— What the task asks —
Make an exact copy of the records that follow, with each picture omitted.

— Dataset entries —
========================================================================

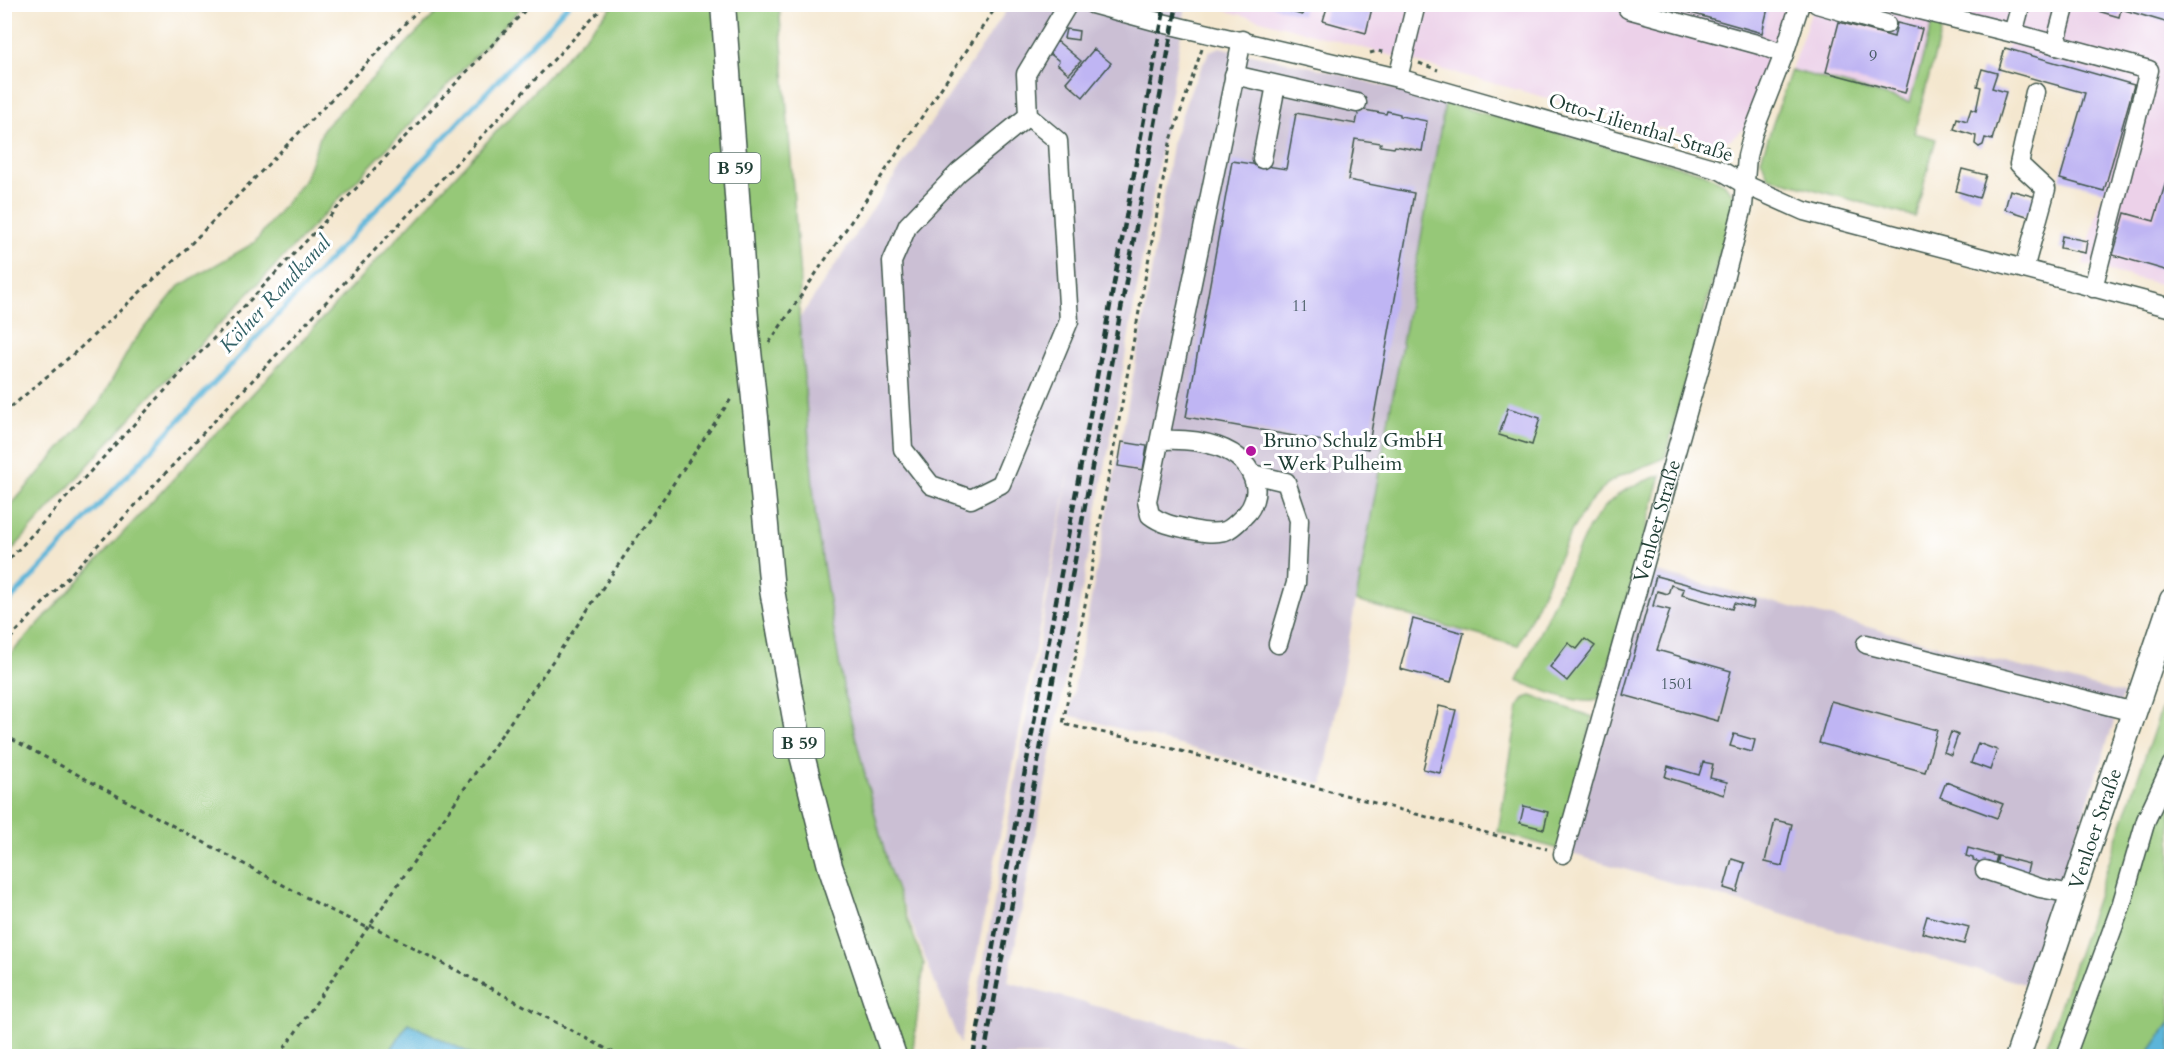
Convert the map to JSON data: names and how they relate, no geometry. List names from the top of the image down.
{
  "streets": {
    "main road": ["B 59", "Venloer Straße"],
    "street": ["Otto-Lilienthal-Straße"]
  },
  "crossings": [
    ["Otto-Lilienthal-Straße", "Venloer Straße"]
  ],
  "water": ["Kölner Randkanal"],
  "places": ["Bruno Schulz GmbH - Werk Pulheim"],
  "house_numbers": ["9", "11", "1501"]
}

========================================================================

— Response to the exercise —
Convert the map to JSON data: names and how they relate, no geometry. List names from the top of the image down.
{
  "streets": {
    "main road": ["B 59", "Venloer Straße"],
    "street": ["Otto-Lilienthal-Straße"]
  },
  "crossings": [
    ["Otto-Lilienthal-Straße", "Venloer Straße"]
  ],
  "water": ["Kölner Randkanal"],
  "places": ["Bruno Schulz GmbH - Werk Pulheim"],
  "house_numbers": ["9", "11", "1501"]
}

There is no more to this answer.